Instruction
1
Lie on the floor or on a hard sofa. Turn your head to the side. Now, resting the elbow and hand to surface, start to get your feet pushed together, the surface and slowly lift them up. Do not be discouraged if the first few times you manage to lift them just a few inches in a couple of weeks you will understand how great progress! And the thing is that even in the absence of significant progress, the muscles of the side of the press receives a signal, strain and get the body's energy and begin to be developed. Therefore, it is important not to leave the exercise midway and listen to your body after the first workout you will feel muscles warm.
2
Also pump up the muscles of the side of the press help ordinary twisting to better lock the bottom part of the body and rotate only the body, sit on the edge of a chair or bench.

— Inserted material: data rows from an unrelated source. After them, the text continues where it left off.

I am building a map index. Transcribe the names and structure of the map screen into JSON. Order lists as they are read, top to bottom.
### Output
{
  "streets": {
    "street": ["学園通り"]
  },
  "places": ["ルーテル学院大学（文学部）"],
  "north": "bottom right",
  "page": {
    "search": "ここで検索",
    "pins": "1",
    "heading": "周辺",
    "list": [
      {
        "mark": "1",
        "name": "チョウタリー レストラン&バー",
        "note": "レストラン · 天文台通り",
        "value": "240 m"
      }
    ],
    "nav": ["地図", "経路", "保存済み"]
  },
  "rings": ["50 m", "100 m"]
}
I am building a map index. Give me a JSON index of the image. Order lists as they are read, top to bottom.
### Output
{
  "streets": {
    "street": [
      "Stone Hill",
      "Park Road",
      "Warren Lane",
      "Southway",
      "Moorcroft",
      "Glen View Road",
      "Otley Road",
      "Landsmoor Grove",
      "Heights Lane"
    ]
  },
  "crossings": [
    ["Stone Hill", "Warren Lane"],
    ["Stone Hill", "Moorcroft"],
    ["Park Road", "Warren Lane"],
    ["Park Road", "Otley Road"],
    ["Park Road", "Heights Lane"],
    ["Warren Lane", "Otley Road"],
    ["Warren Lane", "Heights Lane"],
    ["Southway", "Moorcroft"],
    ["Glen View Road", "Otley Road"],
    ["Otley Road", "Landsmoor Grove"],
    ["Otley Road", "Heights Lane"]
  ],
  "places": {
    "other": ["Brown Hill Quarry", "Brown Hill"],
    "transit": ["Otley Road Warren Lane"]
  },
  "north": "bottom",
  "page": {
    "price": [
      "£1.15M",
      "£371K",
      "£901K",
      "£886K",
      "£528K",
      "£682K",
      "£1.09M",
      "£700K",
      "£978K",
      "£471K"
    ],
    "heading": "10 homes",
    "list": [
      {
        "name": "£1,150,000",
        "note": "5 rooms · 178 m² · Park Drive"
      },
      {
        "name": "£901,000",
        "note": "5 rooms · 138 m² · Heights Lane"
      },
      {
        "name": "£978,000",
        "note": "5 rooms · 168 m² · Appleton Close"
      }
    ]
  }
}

Straighten your back, pull your stomach and start slowly, carefully rotate the body. Try to do it without straining the muscles of the shoulders and arms, and by force of the lateral abdominal muscles.
3
Great effect and bending – stand up straight, straighten your shoulders and back, put your hands behind your head, elbows dissolve and begin to fall left and right as slowly as possible, straining the side abdominal muscles. All muscles come in "combat" position and was awakened tighten your stomach and pull it.
4
Remember – in order for the relief of stomach was visible, it is extremely important to have aerobic exercises, which are struggling with fat and allow the muscles pumped up to prove themselves and become visible through the skin.